In the case of using an integrated unit, FIG. 6 shows a possible schematic structural diagram of the communication device involved in the above embodiment, the communication device includes a processing unit 601 and a communication unit 602 , and may also include a storage unit 603 . The schematic structural diagram shown in FIG. 6 may be used to illustrate the structure of the control plane gateway or the data plane gateway involved in the foregoing embodiments.

When the schematic structural diagram shown in FIG. 6 is used to illustrate the structure of the control plane gateway (for example, the PGW-C in FIG. 3 to FIG. 5 ) involved in the above embodiments, the processing unit 601 is used to perform actions on the control plane gateway For control management, for example, the processing unit 601 is used to support the control plane gateway to perform steps 301, 302, 304a, 305a, 303b and 304b in FIG. 3, step 401 in FIG. 4, and steps in FIG. 5 Steps 501 to 504, and/or actions performed by the control plane gateway in other processes described in the embodiments of this application. The communication unit 602 is used to support the communication between the control plane gateway and other network entities, for example, the communication with the data plane gateway shown in FIG. 3 . The storage unit 603 is used for storing program codes and data of the control plane gateway.

When the schematic structural diagram shown in FIG. 6 is used to illustrate the structure of the data plane gateway (for example, the PGW-U in FIG. 3 to FIG. 5 ) involved in the above-mentioned embodiments, the processing unit 601 is used for the action of the data plane gateway For control management, for example, the processing unit 601 is used to support the data plane gateway to perform steps 302, 303a, 304a, 303b, 303c in FIG. 3, steps 401 and 402 in FIG. 4, and steps in FIG. 5 503, and/or actions performed by the data plane gateway in other processes described in the embodiments of this application. The communication unit 602 is used to support the communication between the data plane gateway and other network entities, for example, the communication with the control plane gateway shown in FIG. 3 . The storage unit 603 is used to store program codes and data of the data plane gateway.
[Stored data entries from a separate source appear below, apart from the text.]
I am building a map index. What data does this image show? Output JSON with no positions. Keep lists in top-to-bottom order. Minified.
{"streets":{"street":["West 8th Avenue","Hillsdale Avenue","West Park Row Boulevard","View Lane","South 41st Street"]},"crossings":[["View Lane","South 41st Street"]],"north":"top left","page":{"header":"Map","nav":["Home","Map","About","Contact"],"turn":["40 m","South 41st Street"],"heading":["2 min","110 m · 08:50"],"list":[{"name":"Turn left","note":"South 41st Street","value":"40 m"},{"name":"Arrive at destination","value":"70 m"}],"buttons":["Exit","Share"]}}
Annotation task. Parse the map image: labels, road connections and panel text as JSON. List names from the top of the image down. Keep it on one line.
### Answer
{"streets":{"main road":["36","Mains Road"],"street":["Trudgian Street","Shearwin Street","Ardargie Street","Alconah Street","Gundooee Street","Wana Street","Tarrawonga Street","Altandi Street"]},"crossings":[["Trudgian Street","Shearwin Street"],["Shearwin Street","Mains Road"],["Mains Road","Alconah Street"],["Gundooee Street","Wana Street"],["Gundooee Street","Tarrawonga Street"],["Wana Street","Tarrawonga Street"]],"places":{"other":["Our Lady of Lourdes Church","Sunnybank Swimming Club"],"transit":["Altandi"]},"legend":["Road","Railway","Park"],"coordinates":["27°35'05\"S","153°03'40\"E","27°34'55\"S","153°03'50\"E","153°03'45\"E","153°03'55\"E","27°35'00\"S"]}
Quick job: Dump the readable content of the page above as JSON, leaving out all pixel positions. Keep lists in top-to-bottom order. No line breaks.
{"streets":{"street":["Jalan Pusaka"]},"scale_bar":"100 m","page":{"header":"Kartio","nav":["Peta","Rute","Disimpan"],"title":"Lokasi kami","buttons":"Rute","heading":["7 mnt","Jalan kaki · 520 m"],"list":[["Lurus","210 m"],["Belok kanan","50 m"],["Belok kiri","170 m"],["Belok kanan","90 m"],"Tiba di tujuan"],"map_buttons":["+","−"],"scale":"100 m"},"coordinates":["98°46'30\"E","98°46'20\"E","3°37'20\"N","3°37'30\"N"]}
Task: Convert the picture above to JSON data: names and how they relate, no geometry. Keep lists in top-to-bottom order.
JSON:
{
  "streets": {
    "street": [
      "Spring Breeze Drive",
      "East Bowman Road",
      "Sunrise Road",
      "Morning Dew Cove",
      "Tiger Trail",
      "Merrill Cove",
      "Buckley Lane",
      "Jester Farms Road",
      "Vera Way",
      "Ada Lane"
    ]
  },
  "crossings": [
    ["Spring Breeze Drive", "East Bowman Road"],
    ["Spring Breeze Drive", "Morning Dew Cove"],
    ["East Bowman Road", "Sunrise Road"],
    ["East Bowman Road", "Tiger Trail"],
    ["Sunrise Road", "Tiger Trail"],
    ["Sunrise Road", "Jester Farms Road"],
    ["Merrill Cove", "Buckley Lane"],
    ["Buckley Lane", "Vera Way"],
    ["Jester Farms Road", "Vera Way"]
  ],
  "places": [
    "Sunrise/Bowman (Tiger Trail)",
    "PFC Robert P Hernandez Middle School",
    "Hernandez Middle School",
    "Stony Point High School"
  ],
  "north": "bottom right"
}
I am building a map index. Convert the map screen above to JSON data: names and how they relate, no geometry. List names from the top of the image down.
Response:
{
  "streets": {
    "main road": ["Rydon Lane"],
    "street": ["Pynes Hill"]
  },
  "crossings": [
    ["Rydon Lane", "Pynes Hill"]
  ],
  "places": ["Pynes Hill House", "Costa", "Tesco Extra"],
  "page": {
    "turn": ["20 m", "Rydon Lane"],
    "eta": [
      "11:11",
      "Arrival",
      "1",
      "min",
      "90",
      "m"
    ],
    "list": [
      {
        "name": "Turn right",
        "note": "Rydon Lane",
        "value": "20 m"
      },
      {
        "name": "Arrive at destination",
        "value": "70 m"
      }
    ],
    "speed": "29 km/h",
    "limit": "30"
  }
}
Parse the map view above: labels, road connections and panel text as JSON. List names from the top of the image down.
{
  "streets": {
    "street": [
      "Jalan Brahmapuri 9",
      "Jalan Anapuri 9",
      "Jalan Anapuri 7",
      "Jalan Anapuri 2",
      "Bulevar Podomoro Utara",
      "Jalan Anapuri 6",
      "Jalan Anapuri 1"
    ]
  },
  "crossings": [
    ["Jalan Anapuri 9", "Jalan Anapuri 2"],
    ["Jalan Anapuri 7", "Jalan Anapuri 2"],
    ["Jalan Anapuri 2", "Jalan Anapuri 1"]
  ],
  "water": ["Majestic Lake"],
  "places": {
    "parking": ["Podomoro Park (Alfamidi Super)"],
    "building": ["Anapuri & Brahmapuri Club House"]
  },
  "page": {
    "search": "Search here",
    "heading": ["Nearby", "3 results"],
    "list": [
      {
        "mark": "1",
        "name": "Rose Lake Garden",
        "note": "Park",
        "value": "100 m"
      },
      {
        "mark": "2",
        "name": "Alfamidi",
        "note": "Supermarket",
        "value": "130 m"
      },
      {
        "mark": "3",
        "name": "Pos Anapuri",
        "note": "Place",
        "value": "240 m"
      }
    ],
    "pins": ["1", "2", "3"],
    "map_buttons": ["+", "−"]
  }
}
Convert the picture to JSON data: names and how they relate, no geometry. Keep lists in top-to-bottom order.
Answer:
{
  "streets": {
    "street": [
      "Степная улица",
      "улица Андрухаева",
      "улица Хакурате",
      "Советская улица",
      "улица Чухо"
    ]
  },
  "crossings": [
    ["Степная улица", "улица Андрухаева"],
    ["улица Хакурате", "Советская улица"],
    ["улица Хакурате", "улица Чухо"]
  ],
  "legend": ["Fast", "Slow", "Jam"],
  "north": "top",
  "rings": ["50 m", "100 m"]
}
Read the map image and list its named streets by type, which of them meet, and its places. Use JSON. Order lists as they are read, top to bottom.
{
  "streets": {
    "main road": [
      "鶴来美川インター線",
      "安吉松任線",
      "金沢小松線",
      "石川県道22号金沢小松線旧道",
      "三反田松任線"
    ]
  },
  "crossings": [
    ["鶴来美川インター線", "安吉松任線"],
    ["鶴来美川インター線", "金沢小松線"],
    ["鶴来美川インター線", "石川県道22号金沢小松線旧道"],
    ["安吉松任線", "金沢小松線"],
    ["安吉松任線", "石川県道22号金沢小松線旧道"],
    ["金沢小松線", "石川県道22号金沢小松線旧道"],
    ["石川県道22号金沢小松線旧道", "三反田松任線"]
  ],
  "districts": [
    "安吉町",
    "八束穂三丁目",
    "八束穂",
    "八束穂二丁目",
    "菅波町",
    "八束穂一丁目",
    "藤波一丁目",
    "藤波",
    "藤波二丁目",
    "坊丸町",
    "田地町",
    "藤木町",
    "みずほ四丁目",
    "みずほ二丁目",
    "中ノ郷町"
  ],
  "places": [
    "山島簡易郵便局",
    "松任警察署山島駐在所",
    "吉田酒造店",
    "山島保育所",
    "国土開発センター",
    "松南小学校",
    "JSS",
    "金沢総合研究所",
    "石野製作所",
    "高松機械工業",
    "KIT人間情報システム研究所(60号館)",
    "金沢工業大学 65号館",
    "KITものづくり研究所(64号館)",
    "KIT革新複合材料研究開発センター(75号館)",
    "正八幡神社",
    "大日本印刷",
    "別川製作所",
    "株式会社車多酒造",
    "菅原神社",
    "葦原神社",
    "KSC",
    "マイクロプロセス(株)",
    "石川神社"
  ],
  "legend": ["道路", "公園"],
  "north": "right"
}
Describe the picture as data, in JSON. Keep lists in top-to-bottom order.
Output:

The processing unit 601 may be a processor or a controller, and the communication unit 602 may be a communication interface, a transceiver, a transceiver circuit, etc., wherein the communication interface is a general term and may include one or more interfaces. The storage unit 603 may be a memory.

When the processing unit 601 is a processor, the communication unit 602 is a communication interface, and the storage unit 603 is a memory, the communication device involved in the embodiment of the present application may be the communication device shown in FIG. 2 .

When the schematic structural diagram shown in FIG. 2 is used to illustrate the structure of the control plane gateway involved in the above embodiment, the processor 201 is used to control and manage the actions of the control plane gateway, for example, the processor 201 is used to support the control plane The gateway executes steps 301, 302, 304a, 305a, 303b, and 304b in FIG. 3, step 401 in FIG. 4, steps 501 to 504 in FIG. Actions performed by the control plane gateway in other processes described. The communication interface 204 is used to support communication between the control plane gateway and other network entities, eg, with the data plane gateway shown in FIG. 3 . The memory 203 is used to store program codes and data of the control plane gateway.

When the schematic structural diagram shown in FIG. 2 is used to illustrate the structure of the data plane gateway involved in the above embodiments, the processor 201 is used to control and manage the actions of the data plane gateway, for example, the processor 201 is used to support the data plane The gateway executes step 302, step 303a, step 304a, step 303b, step 303c in FIG. 3, step 401 and step 402 in FIG. 4, step 503 in FIG. 5, and/or other steps described in the embodiments of the present application The action performed by the data plane gateway in the process. The communication interface 204 is used to support communication between the data plane gateway and other network entities, eg, with the control plane gateway shown in FIG. 3 . The memory 203 is used to store program codes and data of the data plane gateway.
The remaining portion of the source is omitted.